サモレンスクでの戦闘より離脱すること四十分。僕ら三騎の飛行騎士は飛行場へと帰還した。当然の如く司令が仁王立ちしながらこちらを睨みつけている。あぁこのままタッチアンドゴーして逃げたい。そんな気分だった。


 「只今帰還しました。戦果、敵常駐機甲師団および航空隊殲滅。損害はありまs―――――――!?」


 僕は司令に打ん殴られていた。


 「この阿呆が!隠密行動と厳命したはずだぞ!」


 まぁそうだ、おかげで精鋭の師団が二つもおまけで出てきている。完全にやらかした。


 「申し開きもありません。ただしかし…。」


 「なんだ。」


 「連邦軍東部方面攻略軍司令ダンゼンハルト陸空軍大将を捕らえました。」


 あたり一帯にどよめきが走る。


 「なん…だと?」


 「こちらの捕虜であります。」


 そういい気絶していた奴を司令の前へと突き出す。司令は暫く黙るとため息をつき奴を引き取った。


 「本国に連絡を入れねばならん。貴様らの処分は後日下す。それまでは別命あるまで待機。」


 「はっ!」


 敬礼をし僕らは格納庫へと向かう。


 「まさか奴を捕らえようと言うとは思わなかったわ。」


 格納庫へ向かう道、司令の恐怖の説教タイムが不発に終わったため、僕ら三人はいつものようにだべり始める。


 「正直気でも狂ったかと。」


 なんだこの二人。好き放題言ってくれて。


 「いやむしろそのおかげで二人とも大してブチギレられて無いの自覚してくれよ。」


 まったくだ、奴を捕らえようだなんていうとっても素敵な案、僕が考えなかったら今頃三人仲良く司令に消し炭にされてるだろう。物理的に。


 「というか何であれが敵司令だって判ったんだよ。」


 「戦ったときにアイツありえないくらい魔力量が安定してたじゃない。しかもあれだけダメージを受けても眷属を出す余裕があった。ていうことは連邦の中でもそこそこ有名な飛行騎士。それで鋼鉄の眷属を出すのは”鋼鉄の魔術師”の異名…聞いたことくらいはあるんじゃない?それがダンゼンハルト、旧帝國爛地方高栁地区を治めた旧男爵位を持つこの国の裏切り者さ。」


 「どこでそんな情報…。」


 「こんなクソほどにも役に立たなさそうな情報が役に立つとはね…全く盲点だ。」


 どこでなんて決まっている。僕は一年前、紛争地帯での特務中に奴とは一度戦っていた。あの時は負けた。完敗だった。完璧なまでの一撃離脱戦法に為す術なく叩き落とされた。そんな奴が何故あんなふざけた戦い様になっていたのだろう。

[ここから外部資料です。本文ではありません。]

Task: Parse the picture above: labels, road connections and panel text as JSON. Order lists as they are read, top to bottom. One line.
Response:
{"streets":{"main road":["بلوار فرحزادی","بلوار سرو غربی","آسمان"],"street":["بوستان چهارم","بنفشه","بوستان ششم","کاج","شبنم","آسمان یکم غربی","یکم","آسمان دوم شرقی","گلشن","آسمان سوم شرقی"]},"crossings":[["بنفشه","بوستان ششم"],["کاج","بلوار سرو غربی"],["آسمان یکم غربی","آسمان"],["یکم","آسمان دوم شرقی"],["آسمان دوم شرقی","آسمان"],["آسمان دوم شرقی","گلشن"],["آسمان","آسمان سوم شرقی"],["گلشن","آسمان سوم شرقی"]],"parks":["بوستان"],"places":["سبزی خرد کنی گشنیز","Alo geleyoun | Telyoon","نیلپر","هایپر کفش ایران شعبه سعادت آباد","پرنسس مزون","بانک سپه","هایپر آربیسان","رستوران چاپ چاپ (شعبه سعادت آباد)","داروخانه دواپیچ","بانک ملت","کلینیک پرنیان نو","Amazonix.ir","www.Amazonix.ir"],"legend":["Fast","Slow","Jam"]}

 「随分と暴れたようだな!司令も’今度は敵師団に一個小隊で挑ませてみようか’とかなり機嫌がよかったぞ。」


 虫唾の走る高飛車な声に台詞。誰かなど考えるよりも前に僕の口は暴言をばら撒いていた。


 「数でしか戦えない無能が随分と手厚いお出迎えとは恐れ入るとでも思ったか雑魚。んなくだらないこと言ってる暇があるなら敵機の十騎や二十騎くらい墜としてみてから言え!」


 ダメ押しに野戦服の袖にマーキングされたおびただしい量の撃墜マークを見せつける。顔面に撃墜マークを押し付ける僕をあきれ顔で眺めるタカの視線は気にしない。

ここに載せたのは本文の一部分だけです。